Hepatitis B virus-DNA level and basal core promoter A1762T/G1764A mutation in liver tissue independently predict postoperative survival in hepatocellular carcinoma.

UNLABELLED

Hepatitis B virus (HBV) is a major etiological factor of hepatocellular carcinoma (HCC). However, the postoperative prognostic value of the virological factors assayed directly from liver tissue has never been investigated. To address this issue, 185 liver samples obtained from the noncancerous part of surgically removed HBV-associated HCC tissues were subjected to virological analysis. Assayed factors included the amount of HBV-DNA in the liver tissues; genotype; and the presence of the HBV precore stop codon G1896A mutation, basal core promoter A1762T/G1764A mutation, and pre-S deletions/stop codon mutation.
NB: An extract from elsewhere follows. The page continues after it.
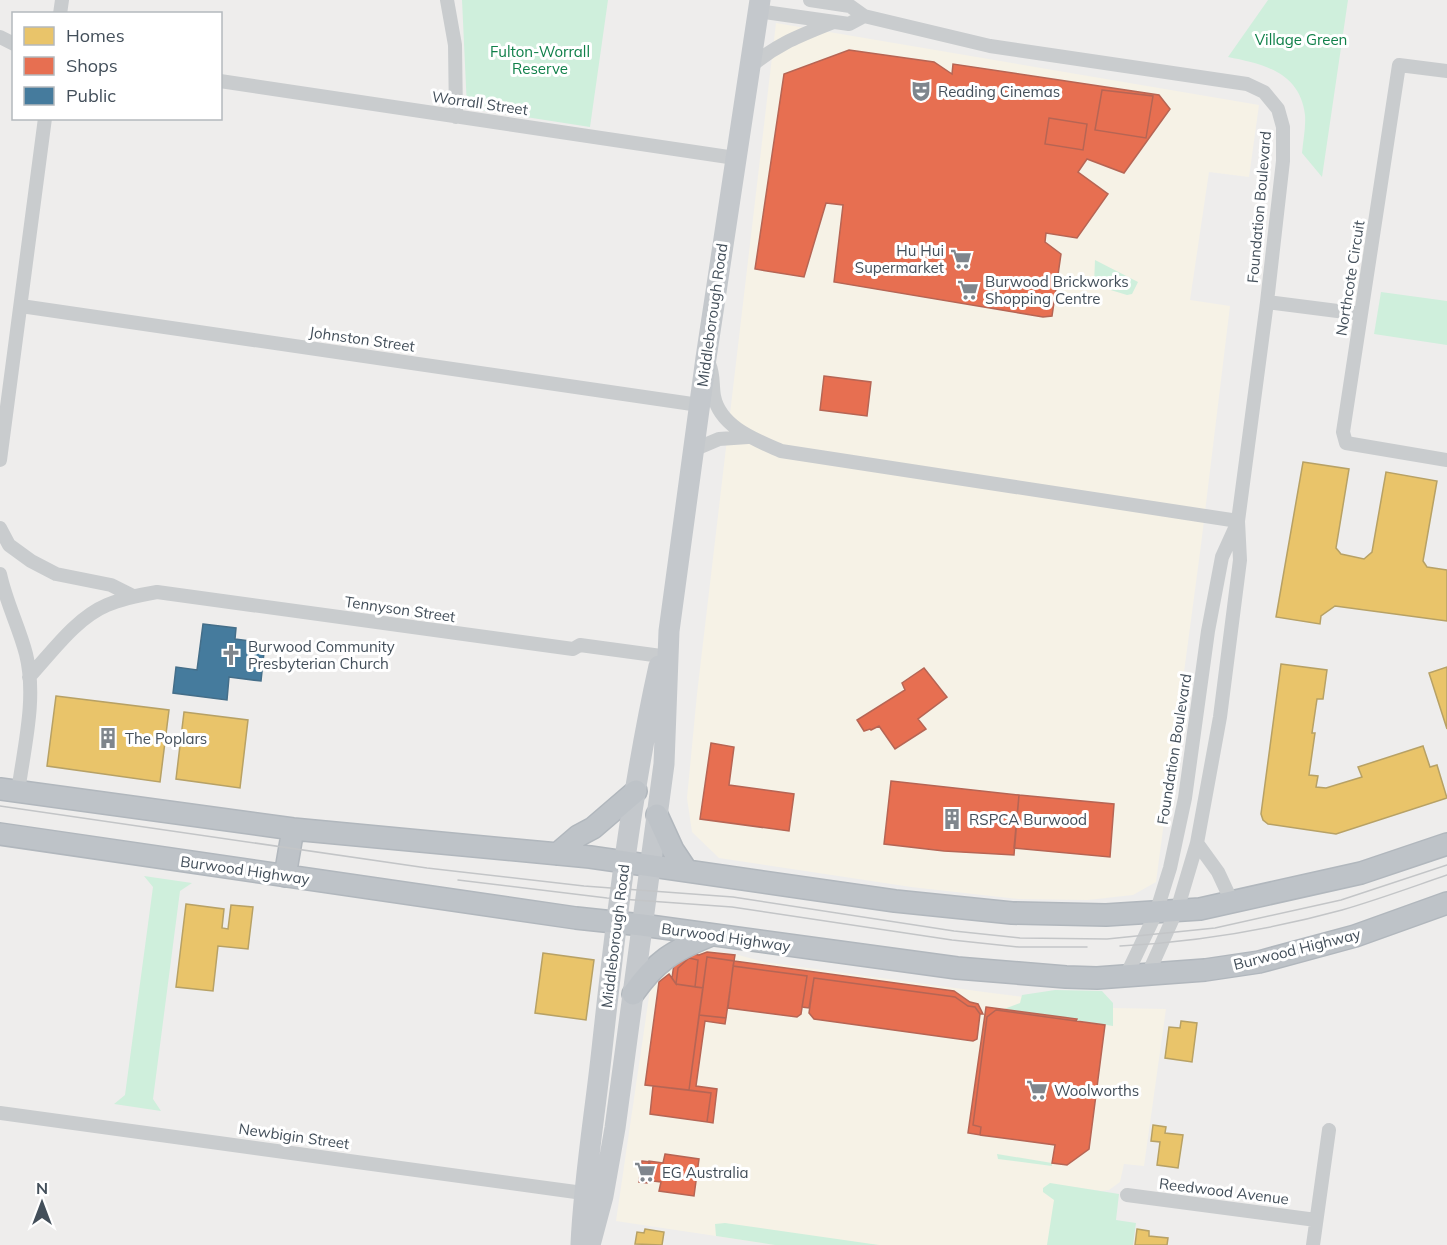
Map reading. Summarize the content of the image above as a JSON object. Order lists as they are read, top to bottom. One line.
{"streets":{"highway":["Burwood Highway"],"main road":["Middleborough Road"],"street":["Worrall Street","Foundation Boulevard","Northcote Circuit","Johnston Street","Tennyson Street","Newbigin Street","Reedwood Avenue"]},"crossings":[["Worrall Street","Middleborough Road"],["Foundation Boulevard","Middleborough Road"],["Foundation Boulevard","Burwood Highway"],["Middleborough Road","Johnston Street"],["Middleborough Road","Tennyson Street"],["Middleborough Road","Burwood Highway"],["Middleborough Road","Newbigin Street"]],"parks":["Village Green","Fulton-Worrall Reserve"],"places":{"theatre":["Reading Cinemas"],"supermarket":["Hu Hui Supermarket","Burwood Brickworks Shopping Centre","Woolworths","EG Australia"],"church":["Burwood Community Presbyterian Church"],"building":["The Poplars","RSPCA Burwood"]},"legend":["Homes","Shops","Public"],"north":"top"}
All virological factors and clinicopathological factors were subjected to Cox proportional hazard model analysis to estimate postoperative survival. It was found that an HBV-DNA level >3.0 × 10(7) copies/g of liver tissue and the presence of the basal core promoter mutation independently predicted disease-free (adjusted hazard ratio 1.641 [95% confidence interval (CI) 1.010-2.667] and 2.075 [95% CI 1.203-3.579], respectively) and overall (adjusted hazard ratio 2.807 [95% CI 1.000-7.880] and 5.697 [95% CI 1.678-19.342], respectively) survival. Kaplan-Meier survival analysis indicated that in-frame, short stretch (<100 bp) pre-S deletions, but not large fragment (>100 bp) pre-S deletions, were significantly associated with poorer disease-free (P = 0.005) and overall (P = 0.020) survival. A hot deletion region located between codons 107 and 141 of the pre-S sequence was identified for the short stretch pre-S deletion mutants.

CONCLUSION

The amount of HBV-DNA in liver tissue and the presence of the basal core promoter mutation were two independent predictors for postoperative survival in HCC. A short stretch pre-S deletion located between codons 107 and 141 was strongly associated with a poorer postoperative prognosis.